Today we present FUN’IKI glasses that surprise with functionality that sets them apart from the competition, a smart helmet for motorcyclists and a wristband that affects the quality of our brain work.
FUN’IKI, or glowing smartglasses
Japanese have come up with an idea on how to make smartglasses a little different from everyone else. We are already familiar with Google Glass, we have heard rumors about Microsoft's glasses. What surprises Japan? FUN’IKI Ambient Glasses are glasses that don't actually require us to take any action or even focus our eyes on a given point, as is the case with, for example, the.
Google Glass. FUN’IKI seem to function more analogously to e.g. smart watches, so that we don't have to glance at the smartphone screen every now and then. They have built-in 6 colors of LED lights and micro loudspeakers that communicate the actions of our smartphone to us. Np. when we receive a text message the glasses light up in blue, and when we receive a notification from the calendar – in yellow. Of course, many more analogies can be made.
We can also choose a tempo or timer for the lights or beeps of the glasses, which can help, for example. in training. In addition, we can enter a message into a special application, and the glasses will display the message for us using the Morse’a alphabet. The manufacturer also talks about modes that will be useful for parties or relaxation.

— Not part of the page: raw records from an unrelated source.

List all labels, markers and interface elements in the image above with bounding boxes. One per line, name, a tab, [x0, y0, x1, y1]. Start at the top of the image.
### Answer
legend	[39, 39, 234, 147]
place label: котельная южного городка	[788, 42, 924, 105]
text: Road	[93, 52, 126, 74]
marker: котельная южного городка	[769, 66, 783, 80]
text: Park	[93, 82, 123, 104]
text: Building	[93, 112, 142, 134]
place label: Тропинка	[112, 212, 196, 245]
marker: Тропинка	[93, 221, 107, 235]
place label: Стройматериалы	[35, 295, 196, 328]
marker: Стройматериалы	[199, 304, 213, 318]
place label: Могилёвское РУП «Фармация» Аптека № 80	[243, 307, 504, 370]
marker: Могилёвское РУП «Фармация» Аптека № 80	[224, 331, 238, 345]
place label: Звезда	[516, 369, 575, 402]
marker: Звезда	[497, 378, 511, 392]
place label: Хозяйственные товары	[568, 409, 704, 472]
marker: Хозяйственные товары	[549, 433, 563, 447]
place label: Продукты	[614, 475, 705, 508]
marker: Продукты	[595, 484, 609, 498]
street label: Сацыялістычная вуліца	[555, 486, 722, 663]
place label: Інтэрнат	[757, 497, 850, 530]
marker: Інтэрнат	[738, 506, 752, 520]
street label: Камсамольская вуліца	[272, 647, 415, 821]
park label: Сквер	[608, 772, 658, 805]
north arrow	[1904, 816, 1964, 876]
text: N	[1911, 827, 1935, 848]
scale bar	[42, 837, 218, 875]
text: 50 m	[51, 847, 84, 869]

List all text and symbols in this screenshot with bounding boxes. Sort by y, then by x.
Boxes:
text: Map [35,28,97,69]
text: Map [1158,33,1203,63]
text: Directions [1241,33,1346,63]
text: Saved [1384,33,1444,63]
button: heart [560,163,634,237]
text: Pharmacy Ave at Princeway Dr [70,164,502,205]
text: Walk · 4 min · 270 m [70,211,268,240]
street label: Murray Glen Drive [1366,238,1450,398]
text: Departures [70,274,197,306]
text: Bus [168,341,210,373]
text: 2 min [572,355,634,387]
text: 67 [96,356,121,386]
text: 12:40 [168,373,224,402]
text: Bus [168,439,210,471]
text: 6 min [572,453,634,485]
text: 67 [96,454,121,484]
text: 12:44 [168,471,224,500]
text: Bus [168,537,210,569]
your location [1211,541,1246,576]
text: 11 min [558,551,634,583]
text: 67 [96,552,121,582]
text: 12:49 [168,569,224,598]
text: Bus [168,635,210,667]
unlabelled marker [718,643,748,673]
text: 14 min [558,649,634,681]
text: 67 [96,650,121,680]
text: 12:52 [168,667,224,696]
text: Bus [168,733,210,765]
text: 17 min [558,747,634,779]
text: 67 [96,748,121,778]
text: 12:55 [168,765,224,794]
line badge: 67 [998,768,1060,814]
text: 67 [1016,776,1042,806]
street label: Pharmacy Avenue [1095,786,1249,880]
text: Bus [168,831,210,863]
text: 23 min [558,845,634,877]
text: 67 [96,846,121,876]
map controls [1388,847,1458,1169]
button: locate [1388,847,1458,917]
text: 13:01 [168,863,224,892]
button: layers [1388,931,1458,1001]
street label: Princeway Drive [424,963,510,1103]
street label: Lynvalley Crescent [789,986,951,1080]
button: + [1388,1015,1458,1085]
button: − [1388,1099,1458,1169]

This is certainly an innovative solution, but it remains to be seen whether it will be met with enthusiasm. In addition to the informational function for us, such glasses carry a message about the actions of our smartphone to the entire environment around us.
Android helmet for motorcyclists
Skully is a "smartwatch" made with motorcyclists in mind. It will be supported via Android. The helmet is expected to provide riders with navigation, a rear view via a rear camera (which is expected to provide an image equivalent to a 180-degree viewing angle, allowing the situation on the sides of the motorcycle to be observed as well) and route information. Of the more entertaining features, the helmet is also expected to allow us to listen to music.
Controlling the device with voice commands will allow you to drive safely, without having to take your hands off the wheel. Funds for the helmet are being raised through crowdfunding, Skully's price is expected to range from $1299 (this option has already sold out) to as much as $25,000, and shipping is expected to begin in May 2022.
Muse – a wristband that helps you get your brain under control
The subtitle sounds a bit scary, but the project seems interesting, although it certainly belongs to those for the brave. Muse is a wristband that is supposed to influence the work of our brain. While it is not strictly a mobile device, it is close to any fit bands. We put the armband on our head, and it reads our brainwaves, while helping us control stress and relax or focus.
All data is sent via Bluetooth to our smartphone, so that we can work even more effectively on ourselves and notice the positive impact of the wristband on our psyche from day to day. Reportedly, just 3 minutes a day is enough to dramatically improve your mood. The wristband costs $299 and is now available for purchase.
The first smartwatch from HP in 1977
At the very end, as a curiosity, we have for you not a novelty, but almost an antique – the first prototype of smartwatches. It turns out that The first smartwatch was invented in the ’70s by HP. The prototype has currently gone on eBay, where it can be purchased for the price of $14,500. Its functionality basically ends with a calculator – HP came up with the idea of watch calculators earlier than Casio, which became famous for them.
The watch looks interesting and will certainly join the smartwatch evolution scheme.